* [DIRECTIONS FOR THIS TASK]:
Output every line below as it stands, dropping only the images.

Start of DATA PROVIDED

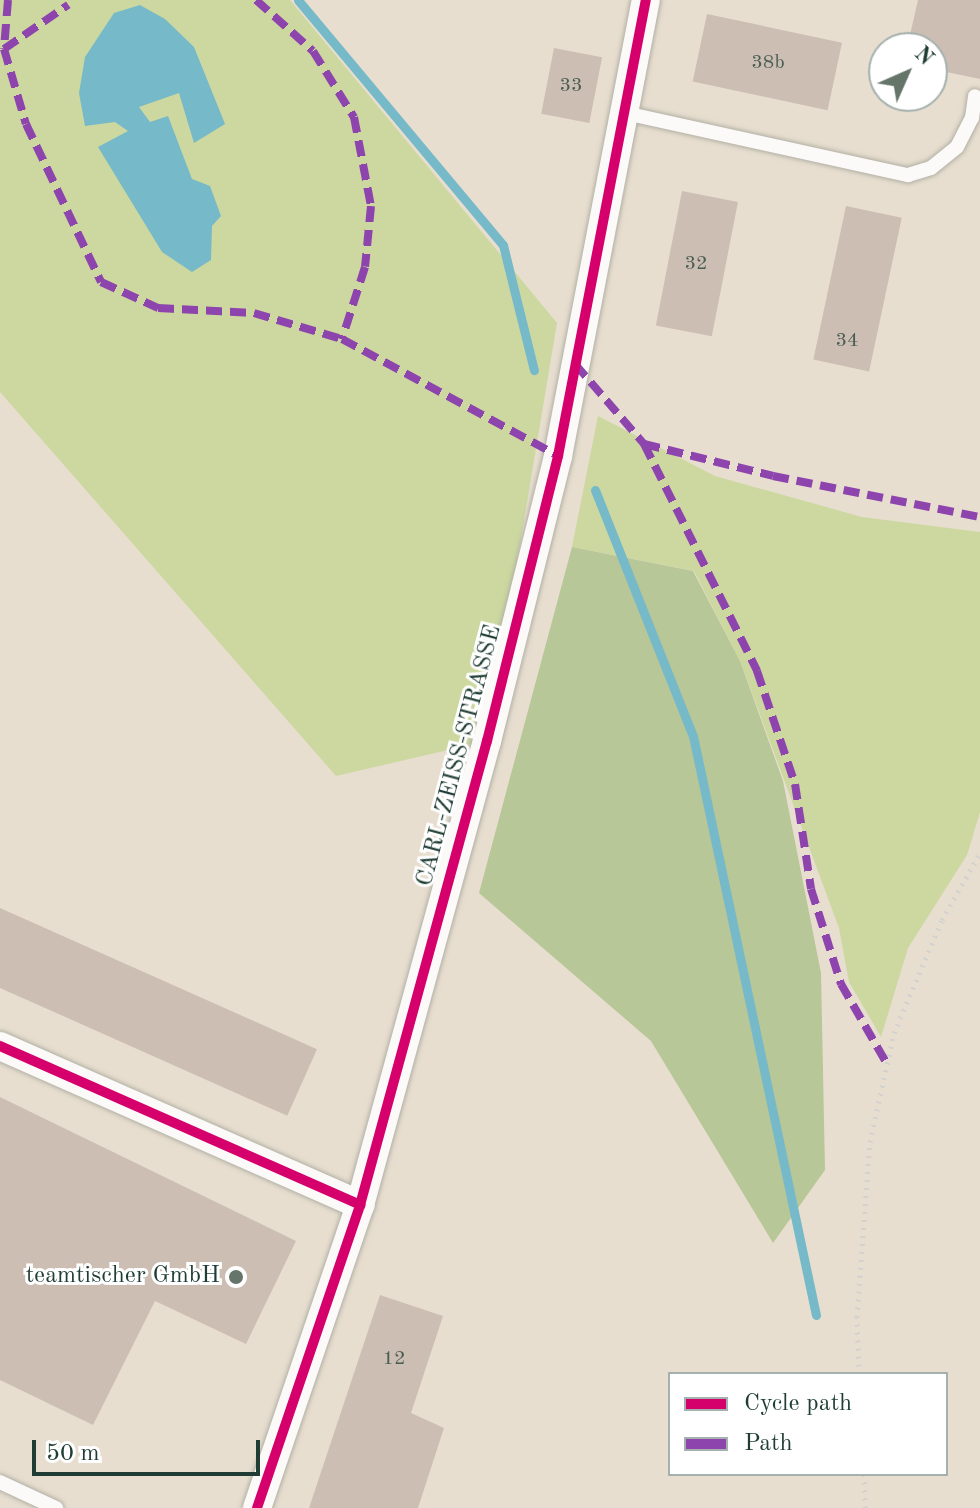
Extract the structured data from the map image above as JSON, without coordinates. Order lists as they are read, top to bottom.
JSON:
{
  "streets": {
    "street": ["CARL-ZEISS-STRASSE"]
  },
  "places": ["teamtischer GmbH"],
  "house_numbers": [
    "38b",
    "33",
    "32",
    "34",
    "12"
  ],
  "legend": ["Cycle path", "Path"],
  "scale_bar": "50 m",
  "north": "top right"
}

End of DATA PROVIDED

* [RESULT BELOW]:
Extract the structured data from the map image above as JSON, without coordinates. Order lists as they are read, top to bottom.
JSON:
{
  "streets": {
    "street": ["CARL-ZEISS-STRASSE"]
  },
  "places": ["teamtischer GmbH"],
  "house_numbers": [
    "38b",
    "33",
    "32",
    "34",
    "12"
  ],
  "legend": ["Cycle path", "Path"],
  "scale_bar": "50 m",
  "north": "top right"
}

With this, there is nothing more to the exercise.